The Board encouraged Northern Ireland politicians to work through the
current political impasse as a means of prioritising the safety of
journalists and to “strongly deter the onset of a climate of impunity
for those who attack or murder media professionals.”
The Board of WAN-IFRA
expressed its deep concern at the 2018 arrest and questioning of
journalists Trevor Birney and Barry McCaffrey in connection to their
work on the acclaimed documentary ‘No Stone Unturned’, an investigation
into the murder of six men by suspected loyalist paramilitary gunmen in
Northern Ireland in 1994. “The Board is hopeful that the recently opened
judicial review will reaffirm legal protections for investigative
journalists and their sources,” it said.
The WAN-IFRA Board
also urged the UK government to make good on its commitment to repeal
Section 40 of the Crime and Courts Act 2013. Introduced in the wake of
the Leveson Inquiry, the Act would force any publisher not signed up to
an approved press regulator to pay the claimant’s litigation costs as
well as its own, even when the title’s journalism has been vindicated by
the court. “We remain seriously concerned that the threat implied by
this legislation encourages a climate of self-censorship and risks
silencing investigative journalism,” said the Board.
The WAN-IFRA Board
gave its support for an exemption for news media publishers from the new
legal controls, codes of conduct and regulatory systems proposed by the
Online Harms White Paper, which are intended to curb the influence and
reach of technology companies. “The UK government must ensure that any
extension of the criminal or civil law in respect to online harms,
offensive communications, hate speech and harassment does not limit
press freedom.”
The Board also called
for reform of defamation laws in Northern Ireland and Scotland to bring
them into line with the 2013 Defamation Act already applicable in
England and Wales.
The full text of the WAN-IFRA Board UK Press Freedom Resolution can be viewed here.

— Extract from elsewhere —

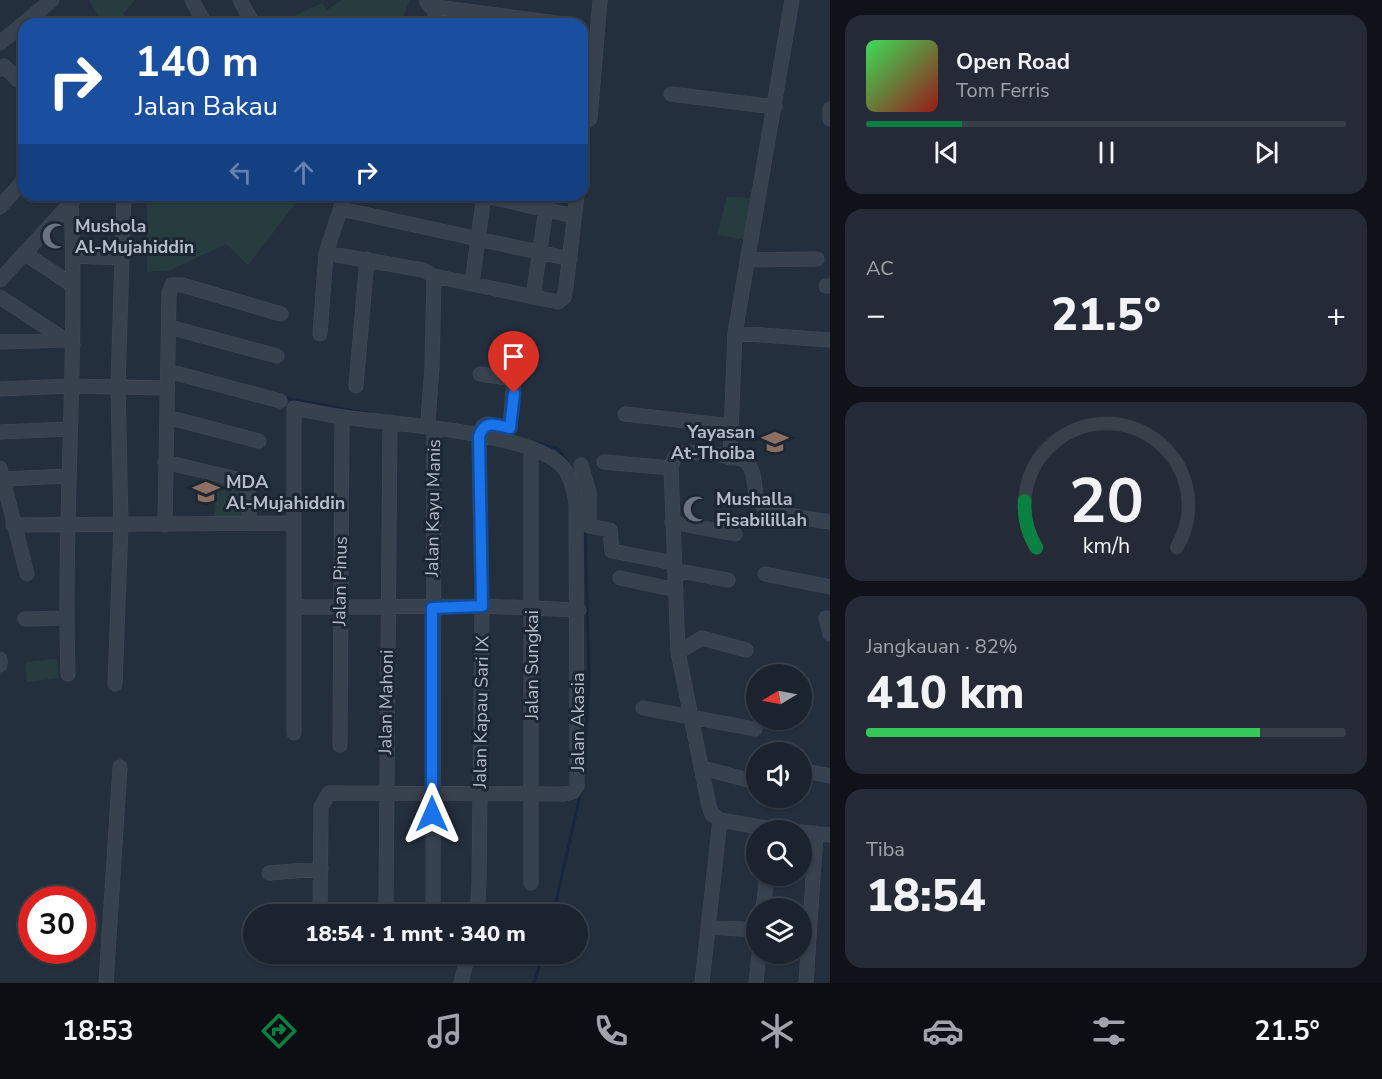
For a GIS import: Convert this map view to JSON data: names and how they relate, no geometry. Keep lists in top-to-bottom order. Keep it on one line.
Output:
{"streets":{"street":["Jalan Kayu Manis","Jalan Pinus","Jalan Sungkai","Jalan Mahoni","Jalan Kapau Sari IX","Jalan Akasia"]},"crossings":[["Jalan Kayu Manis","Jalan Akasia"],["Jalan Pinus","Jalan Akasia"],["Jalan Sungkai","Jalan Akasia"],["Jalan Mahoni","Jalan Akasia"],["Jalan Kapau Sari IX","Jalan Akasia"]],"places":{"mosque":["Mushola Al-Mujahiddin","Mushalla Fisabilillah"],"school or university":["Yayasan At-Thoiba","MDA Al-Mujahiddin"]},"north":"left","page":{"turn":["140 m","Jalan Bakau"],"song":["Open Road","Tom Ferris"],"tile":["AC",["Jangkauan · 82%","410 km"],["Tiba","18:54"]],"heat":["−","21.5°","+"],"limit":"30","trip":"18:54 · 1 mnt · 340 m","tabs":["18:53","21.5°"],"gauge":["20","km/h"]}}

Challenges in Brazil, Mexico, Mozambique, Rwanda, Tanzania, Venezuela and Nicaragua
During its meeting in
Glasgow, the Board of WAN-IFRA also passed Press Freedom Resolutions
calling on global solidarity for media facing extreme challenges in
Brazil, Mexico, Mozambique, Rwanda, Tanzania, Venezuela and Nicaragua.
- The Board called on the new leaders and their respective administrations in Brazil and Mexico to take urgent, resolute action to end the cycle of violence that continues to target journalism and make decisive steps in prioritising the safety and security of journalists
- In Mozambique, the Board condemned a spate of arbitrary arrests and attacks on independent media, notably a systematic campaign by the authorities to muzzle the press by limiting the ability of local and foreign journalists to report on the insurgency in the coastal province of Cabo Delgado.

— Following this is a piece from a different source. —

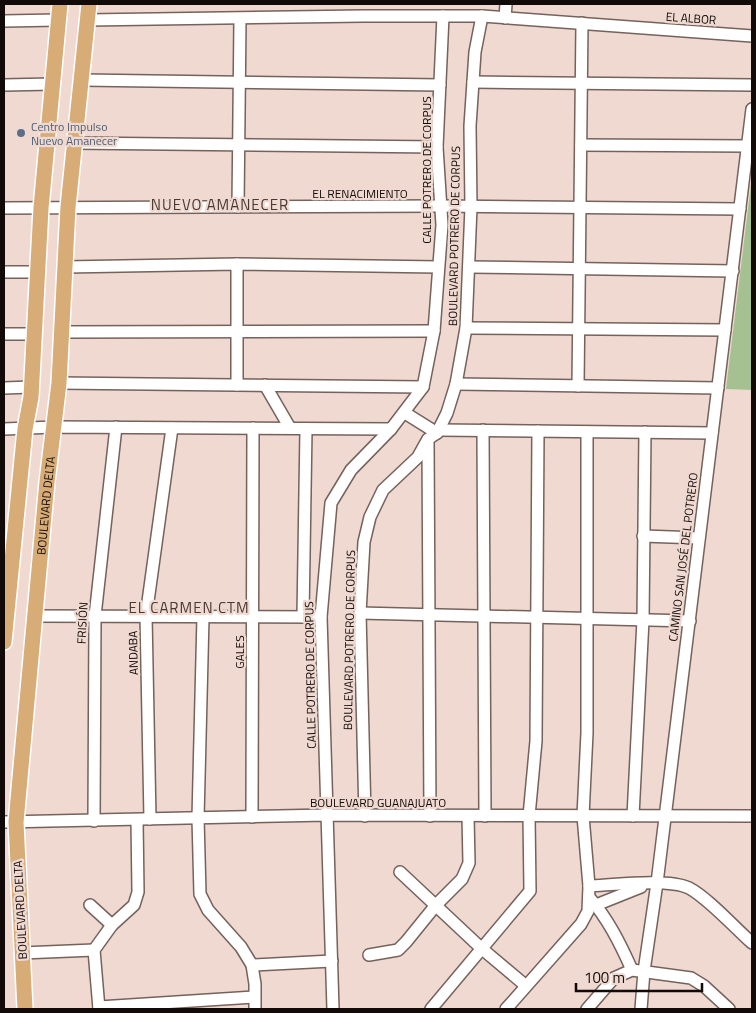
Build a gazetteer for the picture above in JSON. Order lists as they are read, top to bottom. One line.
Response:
{"streets":{"main road":["BOULEVARD DELTA"],"street":["EL ALBOR","CALLE POTRERO DE CORPUS","EL RENACIMIENTO","BOULEVARD POTRERO DE CORPUS","CAMINO SAN JOSÉ DEL POTRERO","FRISIÓN","GALES","ANDABA","BOULEVARD GUANAJUATO"]},"crossings":[["EL ALBOR","CALLE POTRERO DE CORPUS"],["EL ALBOR","BOULEVARD POTRERO DE CORPUS"],["EL ALBOR","BOULEVARD DELTA"],["CALLE POTRERO DE CORPUS","EL RENACIMIENTO"],["CALLE POTRERO DE CORPUS","BOULEVARD GUANAJUATO"],["EL RENACIMIENTO","BOULEVARD POTRERO DE CORPUS"],["EL RENACIMIENTO","BOULEVARD DELTA"],["EL RENACIMIENTO","CAMINO SAN JOSÉ DEL POTRERO"],["BOULEVARD POTRERO DE CORPUS","BOULEVARD GUANAJUATO"],["BOULEVARD DELTA","BOULEVARD GUANAJUATO"],["CAMINO SAN JOSÉ DEL POTRERO","BOULEVARD GUANAJUATO"],["FRISIÓN","BOULEVARD GUANAJUATO"],["GALES","BOULEVARD GUANAJUATO"],["ANDABA","BOULEVARD GUANAJUATO"]],"districts":["NUEVO AMANECER","EL CARMEN CTM"],"places":["Centro Impulso Nuevo Amanecer"],"scale_bar":"100 m"}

- In Rwanda, the Board denounced the government’s stifling of critical voices through a combination of brazen and covert tactics of censorship.
- In Tanzania, the Board denounced a systematic campaign by the government to attack and intimidate the press as a means of preventing critical and opposition voices, as well as controlling information available to the Tanzanian public.
- In Venezuela and Nicaragua, the Board called for the authorities to end the cycle of censorship that targets journalism in both countries and commit to guaranteeing the free-flow of information to citizens.